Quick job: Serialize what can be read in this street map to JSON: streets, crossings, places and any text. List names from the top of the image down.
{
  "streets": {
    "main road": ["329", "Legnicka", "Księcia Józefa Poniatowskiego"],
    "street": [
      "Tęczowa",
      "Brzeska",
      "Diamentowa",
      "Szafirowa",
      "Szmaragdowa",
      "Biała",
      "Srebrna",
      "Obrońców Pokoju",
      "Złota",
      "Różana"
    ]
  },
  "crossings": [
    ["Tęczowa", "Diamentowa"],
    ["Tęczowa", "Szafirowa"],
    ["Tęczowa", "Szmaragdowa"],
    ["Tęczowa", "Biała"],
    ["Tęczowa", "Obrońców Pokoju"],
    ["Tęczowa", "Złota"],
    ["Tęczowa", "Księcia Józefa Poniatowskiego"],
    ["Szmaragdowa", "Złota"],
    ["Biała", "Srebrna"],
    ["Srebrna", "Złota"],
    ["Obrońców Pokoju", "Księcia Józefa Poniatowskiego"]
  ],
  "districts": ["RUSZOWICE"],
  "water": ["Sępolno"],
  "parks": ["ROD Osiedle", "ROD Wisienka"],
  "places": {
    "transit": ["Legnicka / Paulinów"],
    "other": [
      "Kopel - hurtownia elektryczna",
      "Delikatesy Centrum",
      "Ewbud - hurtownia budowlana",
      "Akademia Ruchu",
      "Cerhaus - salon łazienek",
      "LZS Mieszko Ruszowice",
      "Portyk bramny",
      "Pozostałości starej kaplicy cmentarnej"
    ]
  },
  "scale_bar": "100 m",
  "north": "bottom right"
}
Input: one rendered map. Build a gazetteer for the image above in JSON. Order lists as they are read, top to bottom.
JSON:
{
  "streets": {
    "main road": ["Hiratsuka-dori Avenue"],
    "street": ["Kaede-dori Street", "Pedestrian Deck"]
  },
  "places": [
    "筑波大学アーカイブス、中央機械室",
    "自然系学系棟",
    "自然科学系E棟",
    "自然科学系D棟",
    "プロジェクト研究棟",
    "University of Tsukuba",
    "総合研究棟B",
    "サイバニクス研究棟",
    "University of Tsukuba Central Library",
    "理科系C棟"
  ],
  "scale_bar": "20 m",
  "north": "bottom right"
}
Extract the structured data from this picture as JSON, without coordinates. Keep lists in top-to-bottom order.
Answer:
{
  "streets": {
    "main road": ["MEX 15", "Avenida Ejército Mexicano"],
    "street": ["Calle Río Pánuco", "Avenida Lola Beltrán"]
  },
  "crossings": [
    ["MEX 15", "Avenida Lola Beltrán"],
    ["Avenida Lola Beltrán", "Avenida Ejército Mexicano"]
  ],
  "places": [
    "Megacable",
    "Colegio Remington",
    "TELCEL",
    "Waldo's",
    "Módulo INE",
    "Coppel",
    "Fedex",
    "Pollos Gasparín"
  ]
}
________________________
TASK TO COMPLETE - Where the string "lists" occurs in a line of the listing above, count that line, then report the total and nothing else.

ANSWER SECTION - 2